The image of the natural wild- corresponds to a state of mind that allows the shade to return the material slowly, so as not to damage the ego. It seems that the story of Grimm should remember the ancient rites of initiation in northern Europe. Males older teaching the younger males to face the Shadow material in such a way that does not crush the ego or personality. Taught to make that meeting more than a game that a fight.

When the Shadow is absorbed, the human being loses much of its darkness and becomes light, light and playful in a new way. The Shadow is not absorbed creates a dark halo around the person ...

Booth: I'm confused by the way you talk about light in this context, saying that a person absorbs the Shadow does not become dark, but bright, light and playful. In the past, times have you used the word 'light' in the negative. You also said that Bertrand Russell had too much light on his personality and you wanted a leader who was not a raven and a dove and a swallow.

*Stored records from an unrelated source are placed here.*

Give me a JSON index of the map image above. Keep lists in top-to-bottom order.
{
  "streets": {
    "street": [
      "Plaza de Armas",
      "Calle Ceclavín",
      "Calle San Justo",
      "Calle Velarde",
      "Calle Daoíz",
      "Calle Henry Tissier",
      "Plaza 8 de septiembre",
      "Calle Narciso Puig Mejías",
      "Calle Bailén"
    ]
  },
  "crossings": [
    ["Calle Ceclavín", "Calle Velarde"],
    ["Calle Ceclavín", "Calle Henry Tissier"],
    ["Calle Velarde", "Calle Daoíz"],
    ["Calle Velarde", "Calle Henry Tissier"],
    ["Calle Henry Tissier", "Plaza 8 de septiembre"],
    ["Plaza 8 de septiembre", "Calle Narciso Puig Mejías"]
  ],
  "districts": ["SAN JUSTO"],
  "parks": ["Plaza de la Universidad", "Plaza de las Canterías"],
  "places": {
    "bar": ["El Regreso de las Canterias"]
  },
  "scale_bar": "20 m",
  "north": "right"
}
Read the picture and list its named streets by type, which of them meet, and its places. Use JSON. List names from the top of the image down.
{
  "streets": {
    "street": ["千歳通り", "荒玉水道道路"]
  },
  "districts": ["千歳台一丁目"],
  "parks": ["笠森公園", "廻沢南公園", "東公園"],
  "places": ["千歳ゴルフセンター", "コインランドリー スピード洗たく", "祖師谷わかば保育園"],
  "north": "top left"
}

Bly: All right, then I withdraw the word 'light'. Marie-Louise von Franz has said somewhere that a person who has worked with the Shadow and the Shadow which integrated gives the feeling of being condensed. The others can easily recognize a certain authority in moral matters. He said that if a teacher worked with his Shadow, the students, as young people can be, I feel. For him to maintain discipline in the classroom is easy, because students perceive that with him his crow. Other teachers who have not yet worked with his Shadow of discipline can talk all day but did not get it. I like the idea that the work on the shadow gives rise to a condensation, a thickening or thickening of the psyche that is immediately apparent, and generates a natural sense of authority. Without that authority is required. (Pages 73-78)

... the person who has eaten its shadow spreads calmness about him and express more pain than anger. If it is true, as the ancients claimed, that the darkness has intelligence, nourishment, and even information, then the person that has nourished his Shadow has more energy, as well as more intelligence. So we ask: "How do you eat or take back the Shadow of a projection, in practice?"

Tips for daily life could be: sharpen the senses of smell, taste, touch and hearing, create gaps in their habits, visit primitive tribes, making music, modeling clay in the appalling figures, play a percussion instrument, to be alone for a month. A woman can prove to make the patriarch in his spare time and see if you like, but must do it playfully.

A man may try to do the witch in her spare time and see if they like, but must do it playfully. Can learn to make the laughter of the witch, for example, and telling stories. The woman can learn to laugh and tell tales of the giant. (From pp. 64-65)

Robert Bly, from "The Little Book of the shadow" (Red Edition).